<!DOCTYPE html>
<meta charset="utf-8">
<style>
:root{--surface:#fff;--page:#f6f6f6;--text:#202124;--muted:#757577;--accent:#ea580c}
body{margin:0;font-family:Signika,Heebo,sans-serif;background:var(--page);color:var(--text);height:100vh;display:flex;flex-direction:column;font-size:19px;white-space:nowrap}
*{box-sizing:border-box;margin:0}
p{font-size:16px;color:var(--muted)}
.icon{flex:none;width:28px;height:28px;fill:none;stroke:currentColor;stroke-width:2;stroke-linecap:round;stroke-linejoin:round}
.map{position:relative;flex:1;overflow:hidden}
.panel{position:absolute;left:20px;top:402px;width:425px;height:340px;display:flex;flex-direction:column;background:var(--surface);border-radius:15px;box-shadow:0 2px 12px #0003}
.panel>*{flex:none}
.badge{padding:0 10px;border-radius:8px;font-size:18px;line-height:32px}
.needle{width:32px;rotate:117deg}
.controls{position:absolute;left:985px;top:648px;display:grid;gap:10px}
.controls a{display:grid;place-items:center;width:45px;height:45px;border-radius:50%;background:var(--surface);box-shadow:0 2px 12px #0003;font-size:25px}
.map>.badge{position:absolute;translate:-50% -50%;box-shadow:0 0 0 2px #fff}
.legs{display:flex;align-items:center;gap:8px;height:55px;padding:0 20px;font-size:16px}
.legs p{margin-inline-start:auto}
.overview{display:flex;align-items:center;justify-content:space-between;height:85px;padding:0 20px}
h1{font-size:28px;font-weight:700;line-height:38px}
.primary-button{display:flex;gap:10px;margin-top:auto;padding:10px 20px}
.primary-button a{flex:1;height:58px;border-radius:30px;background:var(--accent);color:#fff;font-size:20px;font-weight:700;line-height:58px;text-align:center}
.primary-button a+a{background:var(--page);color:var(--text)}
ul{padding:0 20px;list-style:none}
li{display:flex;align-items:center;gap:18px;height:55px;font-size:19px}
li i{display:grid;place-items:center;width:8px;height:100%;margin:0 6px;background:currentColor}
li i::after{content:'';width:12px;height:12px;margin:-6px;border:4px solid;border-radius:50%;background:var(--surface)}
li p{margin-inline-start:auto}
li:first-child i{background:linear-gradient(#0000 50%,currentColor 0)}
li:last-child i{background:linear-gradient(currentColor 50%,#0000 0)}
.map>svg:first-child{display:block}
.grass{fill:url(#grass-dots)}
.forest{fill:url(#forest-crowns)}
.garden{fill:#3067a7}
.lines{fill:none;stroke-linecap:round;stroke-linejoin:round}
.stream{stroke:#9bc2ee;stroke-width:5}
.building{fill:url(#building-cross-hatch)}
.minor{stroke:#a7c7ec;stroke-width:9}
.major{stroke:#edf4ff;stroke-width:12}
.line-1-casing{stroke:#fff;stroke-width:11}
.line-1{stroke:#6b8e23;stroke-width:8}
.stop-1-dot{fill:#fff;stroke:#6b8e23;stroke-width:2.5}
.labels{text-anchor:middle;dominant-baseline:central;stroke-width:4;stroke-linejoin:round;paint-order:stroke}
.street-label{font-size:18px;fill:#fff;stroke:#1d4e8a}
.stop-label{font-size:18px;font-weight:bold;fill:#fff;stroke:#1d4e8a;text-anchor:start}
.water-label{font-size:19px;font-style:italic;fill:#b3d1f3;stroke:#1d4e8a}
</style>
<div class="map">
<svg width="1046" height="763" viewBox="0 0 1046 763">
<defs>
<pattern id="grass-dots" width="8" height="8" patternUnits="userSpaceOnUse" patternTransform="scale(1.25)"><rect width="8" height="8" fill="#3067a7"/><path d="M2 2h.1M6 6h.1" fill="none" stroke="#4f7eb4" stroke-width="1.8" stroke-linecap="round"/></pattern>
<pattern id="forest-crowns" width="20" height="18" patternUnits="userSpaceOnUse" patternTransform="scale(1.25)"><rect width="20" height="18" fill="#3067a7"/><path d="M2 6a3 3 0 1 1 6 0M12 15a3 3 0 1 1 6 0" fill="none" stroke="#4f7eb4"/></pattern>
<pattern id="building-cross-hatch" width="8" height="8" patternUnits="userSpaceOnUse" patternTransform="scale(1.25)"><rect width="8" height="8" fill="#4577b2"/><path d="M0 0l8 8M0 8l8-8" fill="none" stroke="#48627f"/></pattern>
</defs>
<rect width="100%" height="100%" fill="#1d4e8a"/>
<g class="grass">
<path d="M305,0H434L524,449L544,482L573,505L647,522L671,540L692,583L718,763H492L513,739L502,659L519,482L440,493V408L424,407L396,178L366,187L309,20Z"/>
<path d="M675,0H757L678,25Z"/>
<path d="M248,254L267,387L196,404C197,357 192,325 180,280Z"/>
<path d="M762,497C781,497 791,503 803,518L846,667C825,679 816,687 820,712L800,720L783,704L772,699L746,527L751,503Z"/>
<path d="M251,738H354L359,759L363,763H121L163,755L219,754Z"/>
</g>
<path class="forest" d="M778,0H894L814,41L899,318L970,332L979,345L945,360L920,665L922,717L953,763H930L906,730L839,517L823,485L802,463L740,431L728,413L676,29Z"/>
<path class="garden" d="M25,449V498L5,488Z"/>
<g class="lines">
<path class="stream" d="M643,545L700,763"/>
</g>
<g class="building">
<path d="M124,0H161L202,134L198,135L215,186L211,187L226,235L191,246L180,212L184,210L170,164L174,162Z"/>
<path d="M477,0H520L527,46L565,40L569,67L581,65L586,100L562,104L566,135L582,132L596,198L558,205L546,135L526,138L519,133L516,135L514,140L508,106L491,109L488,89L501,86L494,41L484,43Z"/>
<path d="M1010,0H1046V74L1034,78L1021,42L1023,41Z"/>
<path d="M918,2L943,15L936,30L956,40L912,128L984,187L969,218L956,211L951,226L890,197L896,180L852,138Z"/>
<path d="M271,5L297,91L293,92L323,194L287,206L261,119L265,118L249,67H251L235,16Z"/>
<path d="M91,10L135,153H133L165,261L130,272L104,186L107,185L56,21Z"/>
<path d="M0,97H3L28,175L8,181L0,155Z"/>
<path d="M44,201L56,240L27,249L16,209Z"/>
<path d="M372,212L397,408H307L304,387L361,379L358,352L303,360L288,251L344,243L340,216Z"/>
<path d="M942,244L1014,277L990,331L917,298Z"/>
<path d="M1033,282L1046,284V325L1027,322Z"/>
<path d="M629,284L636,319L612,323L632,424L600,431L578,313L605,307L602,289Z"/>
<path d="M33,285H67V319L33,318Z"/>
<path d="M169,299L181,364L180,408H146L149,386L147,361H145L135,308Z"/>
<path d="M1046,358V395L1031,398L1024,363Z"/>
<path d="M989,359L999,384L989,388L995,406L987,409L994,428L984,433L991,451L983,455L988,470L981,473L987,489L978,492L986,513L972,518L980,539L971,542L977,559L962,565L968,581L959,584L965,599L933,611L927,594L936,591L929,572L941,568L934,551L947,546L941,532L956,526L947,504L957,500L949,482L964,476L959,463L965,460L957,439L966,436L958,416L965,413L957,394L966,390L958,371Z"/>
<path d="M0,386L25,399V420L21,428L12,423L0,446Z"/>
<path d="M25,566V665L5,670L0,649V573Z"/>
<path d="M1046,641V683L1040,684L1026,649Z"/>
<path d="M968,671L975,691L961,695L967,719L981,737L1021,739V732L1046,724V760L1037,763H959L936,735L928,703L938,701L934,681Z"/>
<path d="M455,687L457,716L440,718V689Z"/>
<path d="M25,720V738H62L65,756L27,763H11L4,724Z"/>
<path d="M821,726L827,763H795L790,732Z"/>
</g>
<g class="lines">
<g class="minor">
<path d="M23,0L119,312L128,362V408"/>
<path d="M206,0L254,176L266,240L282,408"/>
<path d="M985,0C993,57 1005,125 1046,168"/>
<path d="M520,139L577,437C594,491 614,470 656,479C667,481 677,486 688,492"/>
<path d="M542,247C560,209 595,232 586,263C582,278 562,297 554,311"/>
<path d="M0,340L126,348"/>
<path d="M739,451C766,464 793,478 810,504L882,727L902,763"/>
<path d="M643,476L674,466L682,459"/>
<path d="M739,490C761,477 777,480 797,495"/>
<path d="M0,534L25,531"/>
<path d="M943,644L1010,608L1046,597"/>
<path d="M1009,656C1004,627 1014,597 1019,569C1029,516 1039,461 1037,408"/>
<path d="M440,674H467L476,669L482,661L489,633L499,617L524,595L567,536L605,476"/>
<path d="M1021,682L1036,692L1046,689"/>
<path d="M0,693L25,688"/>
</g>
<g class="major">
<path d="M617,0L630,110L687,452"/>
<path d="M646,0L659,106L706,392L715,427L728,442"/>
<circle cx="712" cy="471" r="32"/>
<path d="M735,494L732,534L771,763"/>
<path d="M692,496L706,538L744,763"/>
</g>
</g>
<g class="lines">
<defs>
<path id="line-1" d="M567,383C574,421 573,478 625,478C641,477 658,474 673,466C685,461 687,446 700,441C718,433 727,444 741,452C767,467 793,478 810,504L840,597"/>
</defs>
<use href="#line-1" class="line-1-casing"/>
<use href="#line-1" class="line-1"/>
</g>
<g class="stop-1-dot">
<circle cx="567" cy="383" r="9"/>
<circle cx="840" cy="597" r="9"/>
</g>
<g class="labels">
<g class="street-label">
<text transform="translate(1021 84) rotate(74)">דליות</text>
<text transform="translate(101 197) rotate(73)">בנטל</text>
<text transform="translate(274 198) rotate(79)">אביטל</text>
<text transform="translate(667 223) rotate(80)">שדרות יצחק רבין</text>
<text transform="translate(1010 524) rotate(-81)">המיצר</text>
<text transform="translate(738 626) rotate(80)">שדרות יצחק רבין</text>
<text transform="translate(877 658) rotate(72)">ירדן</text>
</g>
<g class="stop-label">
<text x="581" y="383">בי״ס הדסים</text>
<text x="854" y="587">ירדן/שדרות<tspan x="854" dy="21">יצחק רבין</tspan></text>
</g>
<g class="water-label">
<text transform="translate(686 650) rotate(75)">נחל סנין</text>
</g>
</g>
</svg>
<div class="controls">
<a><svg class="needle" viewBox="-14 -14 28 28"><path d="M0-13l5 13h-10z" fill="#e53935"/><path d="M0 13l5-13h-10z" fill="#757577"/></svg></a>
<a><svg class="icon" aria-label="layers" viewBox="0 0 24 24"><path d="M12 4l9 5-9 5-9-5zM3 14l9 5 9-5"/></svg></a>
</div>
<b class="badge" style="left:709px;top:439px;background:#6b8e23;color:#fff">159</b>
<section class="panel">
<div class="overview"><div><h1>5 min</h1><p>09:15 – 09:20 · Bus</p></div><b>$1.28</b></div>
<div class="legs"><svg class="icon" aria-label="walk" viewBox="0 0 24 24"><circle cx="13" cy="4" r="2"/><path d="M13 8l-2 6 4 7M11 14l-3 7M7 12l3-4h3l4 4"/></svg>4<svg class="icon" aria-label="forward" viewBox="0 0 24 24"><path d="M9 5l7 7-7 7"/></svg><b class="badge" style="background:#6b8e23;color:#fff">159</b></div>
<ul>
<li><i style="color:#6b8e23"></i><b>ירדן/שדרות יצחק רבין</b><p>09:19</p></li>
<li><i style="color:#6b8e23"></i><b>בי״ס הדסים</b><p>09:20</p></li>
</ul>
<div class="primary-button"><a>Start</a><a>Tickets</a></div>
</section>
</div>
··········
Using the records above, copy every line that has the word "controls" in it.

.controls{position:absolute;left:985px;top:648px;display:grid;gap:10px}
.controls a{display:grid;place-items:center;width:45px;height:45px;border-radius:50%;background:var(--surface);box-shadow:0 2px 12px #0003;font-size:25px}
<div class="controls">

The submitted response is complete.